Biggest rally kicks off SB 5 repeal campaign
Columbus Dispatch – With chants of “We are Ohio,” an estimated 11,000 union supporters rallied at the Statehouse yesterday to launch the effort to overturn the law that would weaken public workers’ bargaining power.
The crowd was the largest since the debate over Senate Bill 5 began in February. Many also signed up to help collect the 231,000 signatures needed to get a referendum on the November ballot.
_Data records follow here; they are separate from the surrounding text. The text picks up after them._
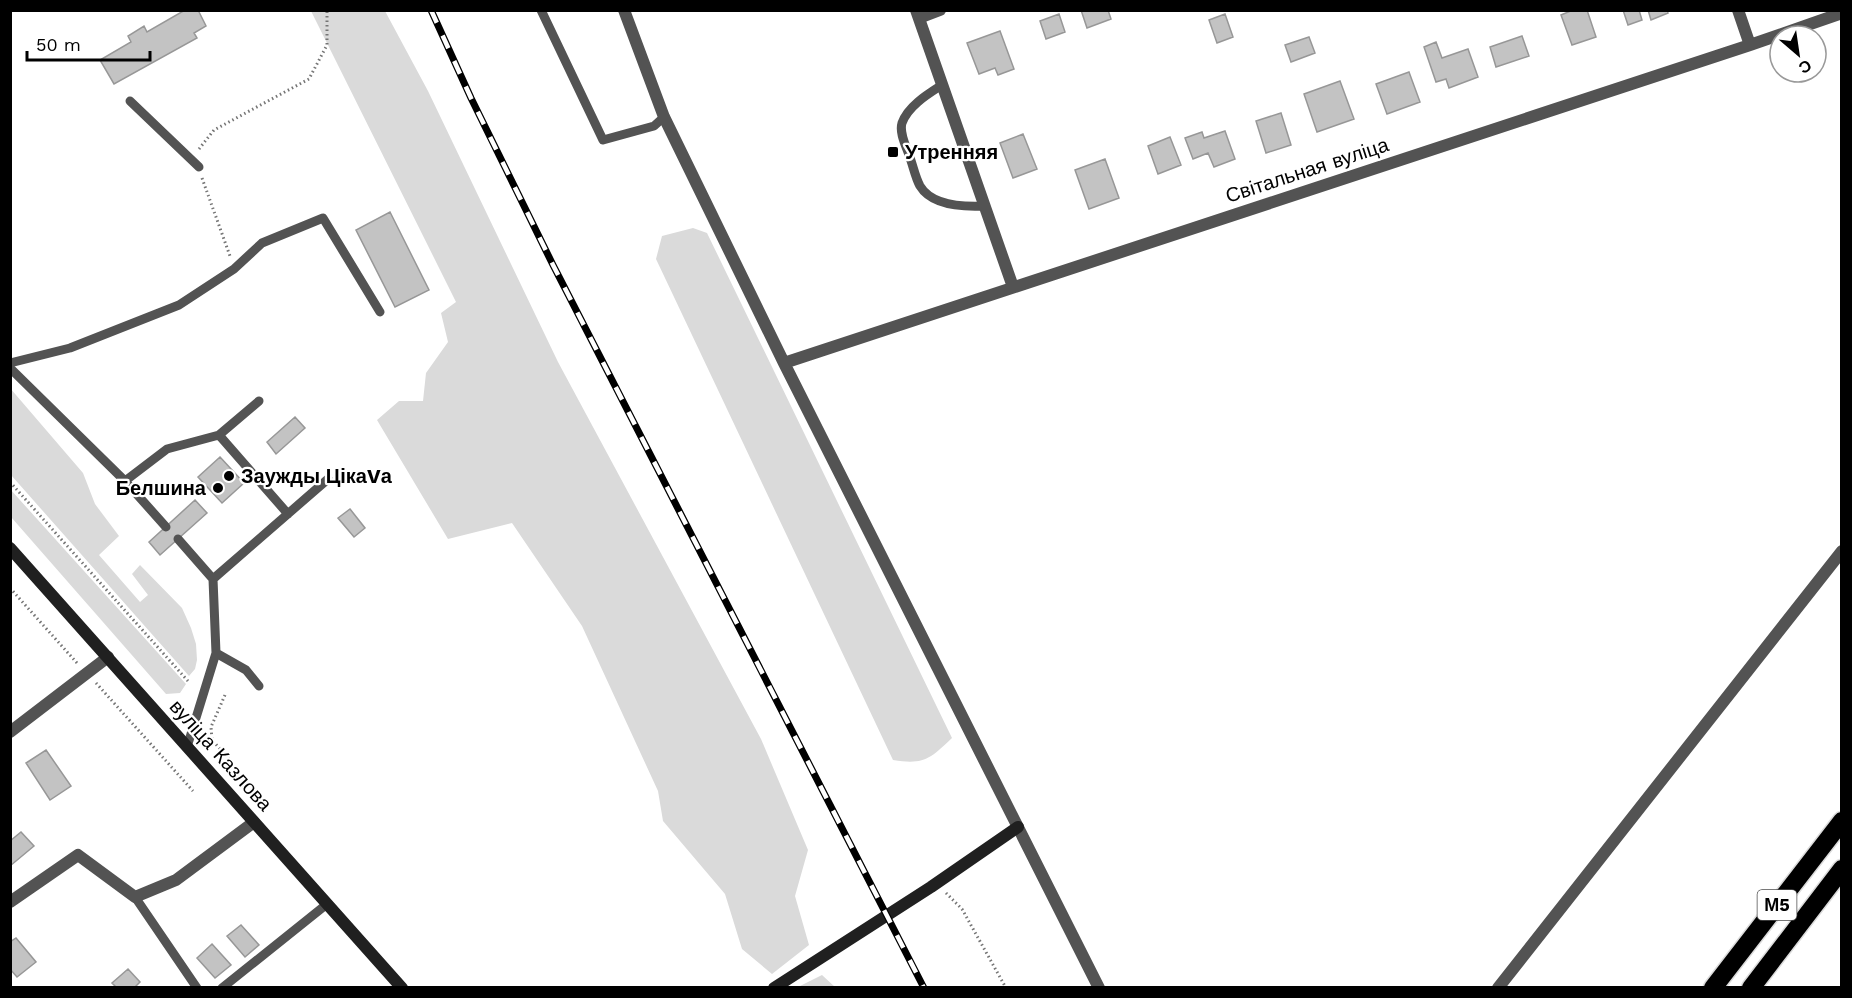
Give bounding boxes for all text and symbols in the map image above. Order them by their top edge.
scale bar [27,24,150,62]
north arrow [1768,24,1828,84]
text: 50 m [36,34,81,55]
text: С [1795,56,1815,78]
street label: Світальная вуліца [1222,132,1392,208]
place label: Утренняя [905,140,998,164]
marker: Утренняя [886,145,900,159]
place label: Заужды ЦікаVа [241,464,393,488]
marker: Заужды ЦікаVа [222,469,236,483]
place label: Белшина [116,476,207,500]
marker: Белшина [211,481,225,495]
street label: вуліца Казлова [165,694,278,816]
road number: М5 [1758,890,1796,920]

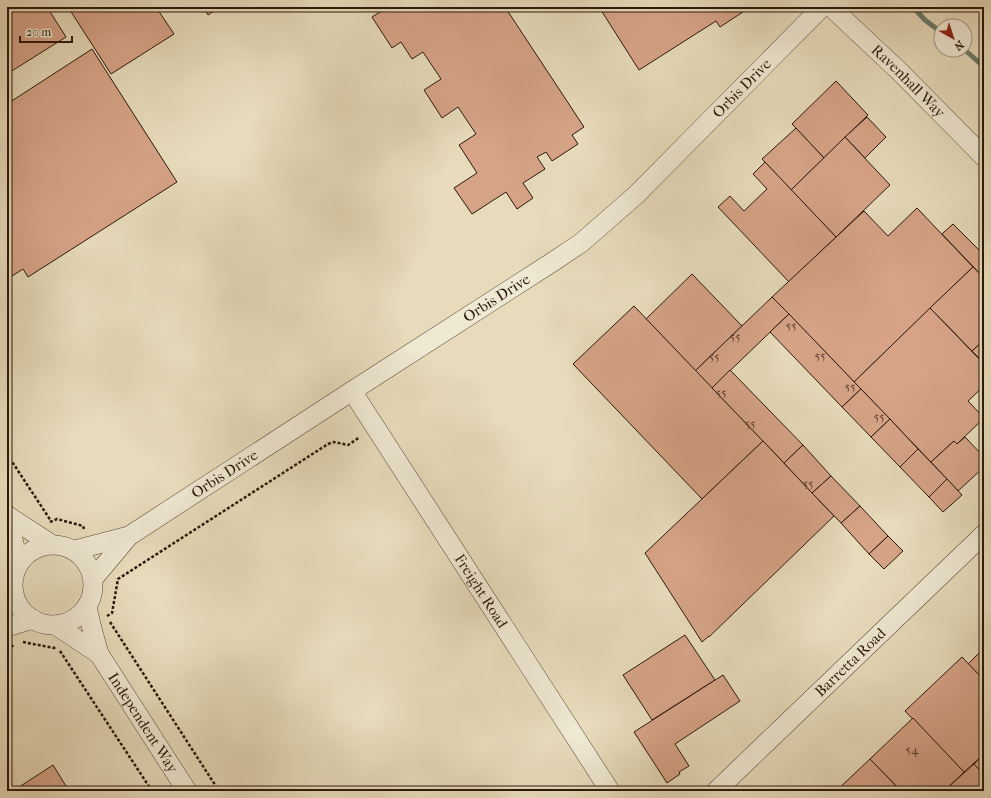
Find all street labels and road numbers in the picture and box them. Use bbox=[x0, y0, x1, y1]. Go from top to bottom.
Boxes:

“We haven’t seen this type of energy since 1983,” Michael Weinman, a retired Columbus police officer who was shot and paralyzed in the line of duty in 1998, said of the year the collective-bargaining law was passed in Ohio. He also is the treasurer of We Are Ohio, a coalition of unions and their supporters that organized the rally and is leading the effort to overturn the law.
Unions know they need to keep supporters fired up through November if they want to be successful, and they need to craft the right message to persuade voters to take the rare step of striking down a law. Both sides will argue that they are protecting the middle class; Republicans say the law will spare Ohioans from future tax increases.
Melissa Cropper, a librarian for Georgetown schools in southwestern Ohio, said killing the law “is about saving the middle class and protecting the rights of workers. Corporations are getting all the breaks, and they’re trying to balance the budget on the backs of the workers.”